Here's what I used for the project:

  • 2.5 mm allen wrench
  • Utility knife
  • Chisel (or other prying implement)
  • Clamp
  • Forceps
  • Probes
  • Cotton swabs
  • Old key card
  • Something with which to make an impression


  • Sugru (black and orange)
  • Petroleum jelly
  • Rubbing alcohol
  • Tape
  • Wax paper

Step 2: Disassembly

In order to make the most efficient use of the Sugru in its 30 minute working window I took my knife apart. Otherwise I would have to work on each side independently, which would waste material. I did this by loosening the 3 hex screws which hold the knife together. Then I seperated the two halves of the knife and removed all the little bits critical to opening and closing the knife. I put all the screws and bits in a plastic container to make sure I didn't lose them. Then I taped the blade to the handle so it didn't flop open while I was working with it.

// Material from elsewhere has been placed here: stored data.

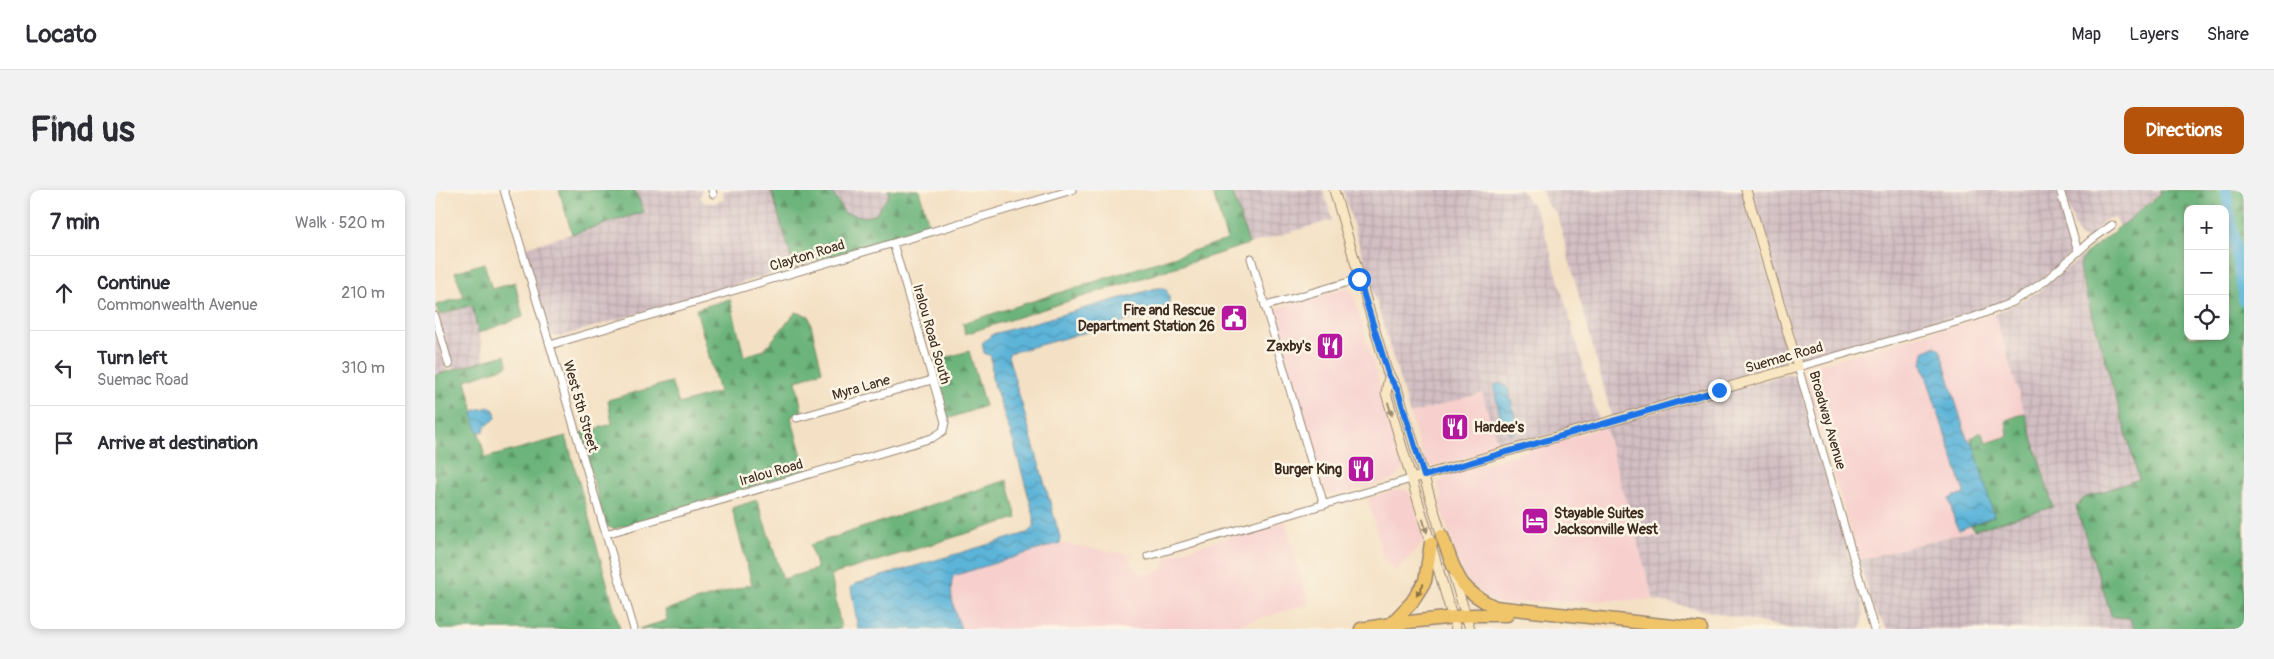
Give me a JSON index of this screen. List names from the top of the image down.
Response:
{
  "streets": {
    "main road": ["Suemac Road", "Broadway Avenue"],
    "street": [
      "Clayton Road",
      "Iralou Road South",
      "Myra Lane",
      "West 5th Street",
      "Iralou Road"
    ]
  },
  "crossings": [
    ["Clayton Road", "Iralou Road South"],
    ["Clayton Road", "West 5th Street"],
    ["Iralou Road South", "Myra Lane"],
    ["Iralou Road South", "Iralou Road"],
    ["Suemac Road", "Broadway Avenue"],
    ["West 5th Street", "Iralou Road"]
  ],
  "places": {
    "public building": ["Fire and Rescue Department Station 26"],
    "restaurant": ["Zaxby's", "Hardee's", "Burger King"],
    "hotel": ["Stayable Suites Jacksonville West"]
  },
  "page": {
    "header": "Locato",
    "nav": ["Map", "Layers", "Share"],
    "buttons": "Directions",
    "title": "Find us",
    "heading": ["7 min", "Walk · 520 m"],
    "map_buttons": ["+", "−"],
    "list": [
      ["Continue", "Commonwealth Avenue", "210 m"],
      ["Turn left", "Suemac Road", "310 m"],
      "Arrive at destination"
    ]
  }
}
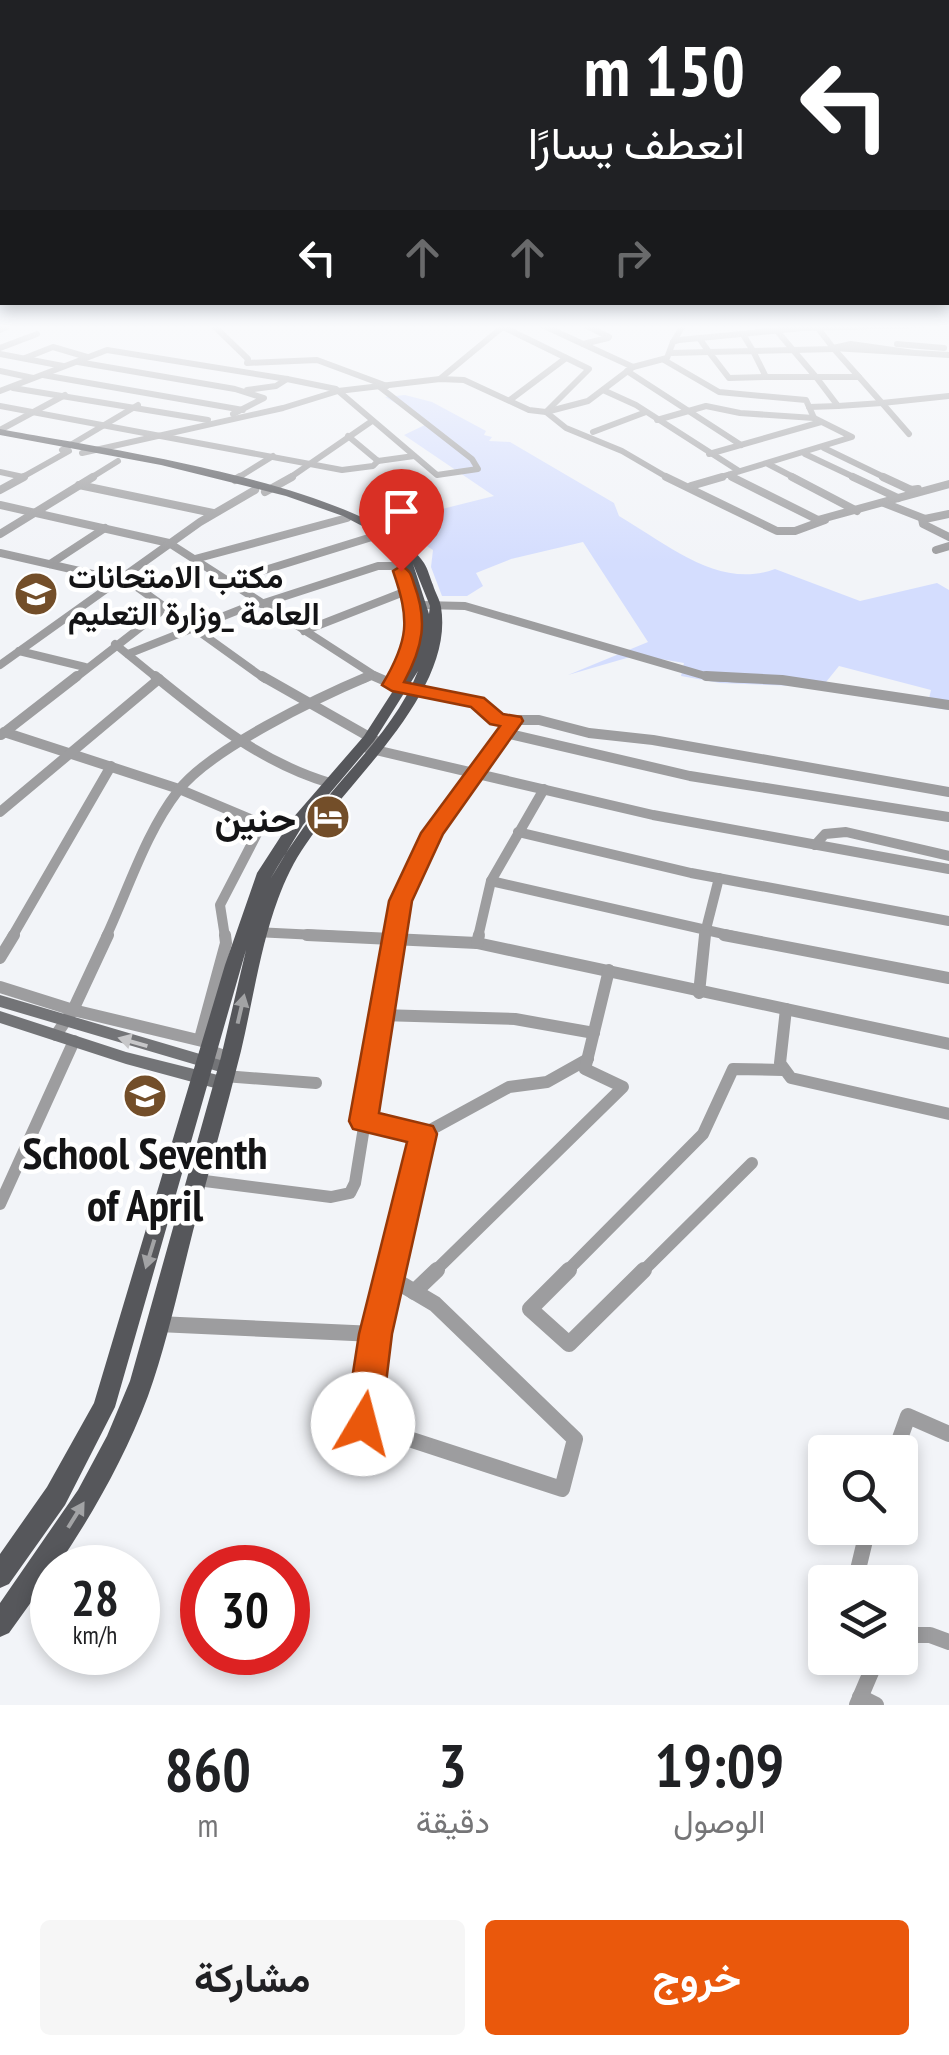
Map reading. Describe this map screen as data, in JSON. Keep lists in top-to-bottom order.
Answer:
{
  "places": {
    "school or university": ["مكتب الامتحانات العامة _وزارة التعليم", "School Seventh of April"],
    "hotel": ["حنين"]
  },
  "page": {
    "turn": ["150 m", "انعطف يسارًا"],
    "speed": "28 km/h",
    "limit": "30",
    "eta": [
      "19:09",
      "الوصول",
      "3",
      "دقيقة",
      "860",
      "m"
    ],
    "buttons": ["خروج", "مشاركة"]
  }
}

WIth the knife seperated I turned to removing the Neoprene inserts. I loosened the grip inserts by cutting around the edges with a utility knife. I then attempted to prize the inserts out with a chisel. This didn't meet with success so I cut a grid into the Neoprene and popped the pieces out of the knife handle.

Step 3: Clean and Prep

Once I removed all the Neoprene I needed to remove the residue of the adheasive used to hold it in place. I used rubbing alcohol on cotton swabs to work all the residue out of the grip cavities.

With that done I then used my finger and cotton swabs to put a light coat of petroleum jelly on the knife body around the grip cavities. This was to prevent the Sugru from sticking to places where I didn't want it.

I repeated this process on the necklace I used to make my impression.

Step 4: Add Sugru

Once I had the knife cleaned up it was time to add the first color of Sugru. I laid out a piece of wax paper and then opened a packet of black Sugru. I worked it on the wax paper for about 30 seconds or so to get it malleable. Then I pressed it into each of the grip cavities. I used an old key card covered with a light layer of petroleum jelly to level the Sugru and remove finger prints from the surface. I pressed the petroleum covered bear into the center of the larger grip cavity and then pulled it out as straightly as I could to try avoid distorting the image. I repeated the process for the other side of the knife.

I had some Sugru left so I put it on the faces of a clamp and used the coated key card to level it out. This came in handy later.

Step 5: Add Sugru Part 2

I waited the requisite 24 hours for the Sugru to cure, than I opened a packet of orange Sugru and worked it into the impressions created in the last step.

I had a lot of extra Sugru so I used it to add a grip to my utility knife. I need to get better at estimating usage.

Step 6: Cleaning, Trimming and Assembling

Twnety-four hours later after the orange Sugru had set it was time to finish it up. I used my fingers, forceps and a probe to remove the small bits of Sugru that had adhered lightly to the knife. Most of these I was able to rub off with my finger tip as the petroleum jelly kept them from sticking tightly.

With the small bits cleared away I set about removing the excess material lumped on top to reveal the design. I clamped the knife to my bench to keep it from moving. Then I extended the blade of my utility knife as far as I could. Then I pushed the knife through the mounded Sugru sort of like a miniature planer. I repeated this until the desgin was fully revealed and the Sugru was level with the top of the grip cavity.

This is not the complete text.